● Material to process:
# # # #
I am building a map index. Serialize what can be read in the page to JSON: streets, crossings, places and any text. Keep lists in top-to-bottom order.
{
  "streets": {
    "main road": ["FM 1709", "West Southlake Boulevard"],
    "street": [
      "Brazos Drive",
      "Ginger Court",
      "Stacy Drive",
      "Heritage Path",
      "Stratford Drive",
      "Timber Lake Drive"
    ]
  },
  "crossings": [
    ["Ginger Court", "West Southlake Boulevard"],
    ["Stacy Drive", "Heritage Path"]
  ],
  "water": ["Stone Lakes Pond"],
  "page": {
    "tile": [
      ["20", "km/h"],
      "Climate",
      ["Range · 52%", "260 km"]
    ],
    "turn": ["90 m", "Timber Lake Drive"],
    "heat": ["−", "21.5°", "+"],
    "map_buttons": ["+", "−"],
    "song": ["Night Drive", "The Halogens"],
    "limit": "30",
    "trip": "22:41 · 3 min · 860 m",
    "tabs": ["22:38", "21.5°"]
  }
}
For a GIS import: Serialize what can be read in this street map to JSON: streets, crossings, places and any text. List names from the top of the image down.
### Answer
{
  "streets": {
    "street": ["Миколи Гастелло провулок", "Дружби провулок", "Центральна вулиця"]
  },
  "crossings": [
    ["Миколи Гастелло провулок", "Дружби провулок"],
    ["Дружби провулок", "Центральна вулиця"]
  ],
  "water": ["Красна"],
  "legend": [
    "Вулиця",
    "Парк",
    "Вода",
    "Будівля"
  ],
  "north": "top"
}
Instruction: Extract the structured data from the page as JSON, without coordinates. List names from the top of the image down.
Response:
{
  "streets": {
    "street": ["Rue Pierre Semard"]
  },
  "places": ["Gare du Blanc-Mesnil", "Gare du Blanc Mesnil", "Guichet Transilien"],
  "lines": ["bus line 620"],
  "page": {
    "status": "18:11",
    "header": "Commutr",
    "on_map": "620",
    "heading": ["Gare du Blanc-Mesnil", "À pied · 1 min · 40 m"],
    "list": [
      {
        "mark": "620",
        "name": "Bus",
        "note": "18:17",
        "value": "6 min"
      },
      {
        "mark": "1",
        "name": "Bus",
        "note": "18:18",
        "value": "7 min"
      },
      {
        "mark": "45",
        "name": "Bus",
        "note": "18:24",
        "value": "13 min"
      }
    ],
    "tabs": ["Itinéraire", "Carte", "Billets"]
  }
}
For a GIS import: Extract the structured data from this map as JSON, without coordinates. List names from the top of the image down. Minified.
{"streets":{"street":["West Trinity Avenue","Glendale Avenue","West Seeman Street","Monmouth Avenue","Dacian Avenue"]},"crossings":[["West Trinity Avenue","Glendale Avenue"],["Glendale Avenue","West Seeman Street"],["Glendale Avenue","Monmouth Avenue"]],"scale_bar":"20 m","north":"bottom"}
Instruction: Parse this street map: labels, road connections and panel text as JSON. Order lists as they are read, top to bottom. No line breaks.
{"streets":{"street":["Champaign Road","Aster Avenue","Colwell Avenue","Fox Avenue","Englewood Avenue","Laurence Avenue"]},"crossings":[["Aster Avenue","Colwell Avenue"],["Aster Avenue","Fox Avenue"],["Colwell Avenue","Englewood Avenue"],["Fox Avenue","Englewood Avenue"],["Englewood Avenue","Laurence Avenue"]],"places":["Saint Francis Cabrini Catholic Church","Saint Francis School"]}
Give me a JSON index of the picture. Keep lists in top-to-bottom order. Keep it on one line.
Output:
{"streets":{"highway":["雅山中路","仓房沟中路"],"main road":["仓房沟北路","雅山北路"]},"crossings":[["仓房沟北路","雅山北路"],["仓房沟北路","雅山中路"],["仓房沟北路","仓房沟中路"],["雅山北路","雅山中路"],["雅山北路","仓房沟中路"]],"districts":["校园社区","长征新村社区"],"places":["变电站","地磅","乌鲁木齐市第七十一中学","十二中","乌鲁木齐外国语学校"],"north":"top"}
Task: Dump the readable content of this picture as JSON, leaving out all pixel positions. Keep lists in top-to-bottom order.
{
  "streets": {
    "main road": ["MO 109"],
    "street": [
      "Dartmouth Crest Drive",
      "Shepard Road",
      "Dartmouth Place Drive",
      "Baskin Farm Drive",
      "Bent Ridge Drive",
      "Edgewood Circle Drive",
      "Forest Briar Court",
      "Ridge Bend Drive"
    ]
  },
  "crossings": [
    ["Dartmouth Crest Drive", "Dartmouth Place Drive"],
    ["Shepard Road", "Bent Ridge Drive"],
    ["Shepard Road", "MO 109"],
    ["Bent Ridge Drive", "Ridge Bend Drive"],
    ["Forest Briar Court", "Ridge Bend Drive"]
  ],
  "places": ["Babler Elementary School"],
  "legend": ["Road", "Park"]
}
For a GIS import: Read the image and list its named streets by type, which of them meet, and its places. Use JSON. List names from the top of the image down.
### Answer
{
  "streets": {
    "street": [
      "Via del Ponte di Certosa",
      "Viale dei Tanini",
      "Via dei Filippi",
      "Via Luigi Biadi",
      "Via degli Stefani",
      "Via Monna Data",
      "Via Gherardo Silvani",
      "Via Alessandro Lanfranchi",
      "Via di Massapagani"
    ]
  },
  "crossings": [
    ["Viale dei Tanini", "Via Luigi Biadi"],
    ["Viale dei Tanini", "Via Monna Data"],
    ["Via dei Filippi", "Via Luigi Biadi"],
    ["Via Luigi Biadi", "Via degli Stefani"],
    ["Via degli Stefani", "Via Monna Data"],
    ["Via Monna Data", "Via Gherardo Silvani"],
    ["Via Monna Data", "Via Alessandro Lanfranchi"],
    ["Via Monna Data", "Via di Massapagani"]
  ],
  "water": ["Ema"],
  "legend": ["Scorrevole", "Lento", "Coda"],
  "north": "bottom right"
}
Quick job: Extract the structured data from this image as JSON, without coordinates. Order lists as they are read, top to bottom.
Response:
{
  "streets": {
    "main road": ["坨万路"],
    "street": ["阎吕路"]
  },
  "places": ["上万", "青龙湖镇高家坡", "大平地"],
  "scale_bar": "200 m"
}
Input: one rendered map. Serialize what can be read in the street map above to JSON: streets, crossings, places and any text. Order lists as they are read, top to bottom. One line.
# # # #
● Instructions to follow:
The full listing above is to be copied exactly, line for line.

● Result of this exercise:
I am building a map index. Serialize what can be read in the page to JSON: streets, crossings, places and any text. Keep lists in top-to-bottom order.
{
  "streets": {
    "main road": ["FM 1709", "West Southlake Boulevard"],
    "street": [
      "Brazos Drive",
      "Ginger Court",
      "Stacy Drive",
      "Heritage Path",
      "Stratford Drive",
      "Timber Lake Drive"
    ]
  },
  "crossings": [
    ["Ginger Court", "West Southlake Boulevard"],
    ["Stacy Drive", "Heritage Path"]
  ],
  "water": ["Stone Lakes Pond"],
  "page": {
    "tile": [
      ["20", "km/h"],
      "Climate",
      ["Range · 52%", "260 km"]
    ],
    "turn": ["90 m", "Timber Lake Drive"],
    "heat": ["−", "21.5°", "+"],
    "map_buttons": ["+", "−"],
    "song": ["Night Drive", "The Halogens"],
    "limit": "30",
    "trip": "22:41 · 3 min · 860 m",
    "tabs": ["22:38", "21.5°"]
  }
}
For a GIS import: Serialize what can be read in this street map to JSON: streets, crossings, places and any text. List names from the top of the image down.
### Answer
{
  "streets": {
    "street": ["Миколи Гастелло провулок", "Дружби провулок", "Центральна вулиця"]
  },
  "crossings": [
    ["Миколи Гастелло провулок", "Дружби провулок"],
    ["Дружби провулок", "Центральна вулиця"]
  ],
  "water": ["Красна"],
  "legend": [
    "Вулиця",
    "Парк",
    "Вода",
    "Будівля"
  ],
  "north": "top"
}
Instruction: Extract the structured data from the page as JSON, without coordinates. List names from the top of the image down.
Response:
{
  "streets": {
    "street": ["Rue Pierre Semard"]
  },
  "places": ["Gare du Blanc-Mesnil", "Gare du Blanc Mesnil", "Guichet Transilien"],
  "lines": ["bus line 620"],
  "page": {
    "status": "18:11",
    "header": "Commutr",
    "on_map": "620",
    "heading": ["Gare du Blanc-Mesnil", "À pied · 1 min · 40 m"],
    "list": [
      {
        "mark": "620",
        "name": "Bus",
        "note": "18:17",
        "value": "6 min"
      },
      {
        "mark": "1",
        "name": "Bus",
        "note": "18:18",
        "value": "7 min"
      },
      {
        "mark": "45",
        "name": "Bus",
        "note": "18:24",
        "value": "13 min"
      }
    ],
    "tabs": ["Itinéraire", "Carte", "Billets"]
  }
}
For a GIS import: Extract the structured data from this map as JSON, without coordinates. List names from the top of the image down. Minified.
{"streets":{"street":["West Trinity Avenue","Glendale Avenue","West Seeman Street","Monmouth Avenue","Dacian Avenue"]},"crossings":[["West Trinity Avenue","Glendale Avenue"],["Glendale Avenue","West Seeman Street"],["Glendale Avenue","Monmouth Avenue"]],"scale_bar":"20 m","north":"bottom"}
Instruction: Parse this street map: labels, road connections and panel text as JSON. Order lists as they are read, top to bottom. No line breaks.
{"streets":{"street":["Champaign Road","Aster Avenue","Colwell Avenue","Fox Avenue","Englewood Avenue","Laurence Avenue"]},"crossings":[["Aster Avenue","Colwell Avenue"],["Aster Avenue","Fox Avenue"],["Colwell Avenue","Englewood Avenue"],["Fox Avenue","Englewood Avenue"],["Englewood Avenue","Laurence Avenue"]],"places":["Saint Francis Cabrini Catholic Church","Saint Francis School"]}
Give me a JSON index of the picture. Keep lists in top-to-bottom order. Keep it on one line.
Output:
{"streets":{"highway":["雅山中路","仓房沟中路"],"main road":["仓房沟北路","雅山北路"]},"crossings":[["仓房沟北路","雅山北路"],["仓房沟北路","雅山中路"],["仓房沟北路","仓房沟中路"],["雅山北路","雅山中路"],["雅山北路","仓房沟中路"]],"districts":["校园社区","长征新村社区"],"places":["变电站","地磅","乌鲁木齐市第七十一中学","十二中","乌鲁木齐外国语学校"],"north":"top"}
Task: Dump the readable content of this picture as JSON, leaving out all pixel positions. Keep lists in top-to-bottom order.
{
  "streets": {
    "main road": ["MO 109"],
    "street": [
      "Dartmouth Crest Drive",
      "Shepard Road",
      "Dartmouth Place Drive",
      "Baskin Farm Drive",
      "Bent Ridge Drive",
      "Edgewood Circle Drive",
      "Forest Briar Court",
      "Ridge Bend Drive"
    ]
  },
  "crossings": [
    ["Dartmouth Crest Drive", "Dartmouth Place Drive"],
    ["Shepard Road", "Bent Ridge Drive"],
    ["Shepard Road", "MO 109"],
    ["Bent Ridge Drive", "Ridge Bend Drive"],
    ["Forest Briar Court", "Ridge Bend Drive"]
  ],
  "places": ["Babler Elementary School"],
  "legend": ["Road", "Park"]
}
For a GIS import: Read the image and list its named streets by type, which of them meet, and its places. Use JSON. List names from the top of the image down.
### Answer
{
  "streets": {
    "street": [
      "Via del Ponte di Certosa",
      "Viale dei Tanini",
      "Via dei Filippi",
      "Via Luigi Biadi",
      "Via degli Stefani",
      "Via Monna Data",
      "Via Gherardo Silvani",
      "Via Alessandro Lanfranchi",
      "Via di Massapagani"
    ]
  },
  "crossings": [
    ["Viale dei Tanini", "Via Luigi Biadi"],
    ["Viale dei Tanini", "Via Monna Data"],
    ["Via dei Filippi", "Via Luigi Biadi"],
    ["Via Luigi Biadi", "Via degli Stefani"],
    ["Via degli Stefani", "Via Monna Data"],
    ["Via Monna Data", "Via Gherardo Silvani"],
    ["Via Monna Data", "Via Alessandro Lanfranchi"],
    ["Via Monna Data", "Via di Massapagani"]
  ],
  "water": ["Ema"],
  "legend": ["Scorrevole", "Lento", "Coda"],
  "north": "bottom right"
}
Quick job: Extract the structured data from this image as JSON, without coordinates. Order lists as they are read, top to bottom.
Response:
{
  "streets": {
    "main road": ["坨万路"],
    "street": ["阎吕路"]
  },
  "places": ["上万", "青龙湖镇高家坡", "大平地"],
  "scale_bar": "200 m"
}
Input: one rendered map. Serialize what can be read in the street map above to JSON: streets, crossings, places and any text. Order lists as they are read, top to bottom. One line.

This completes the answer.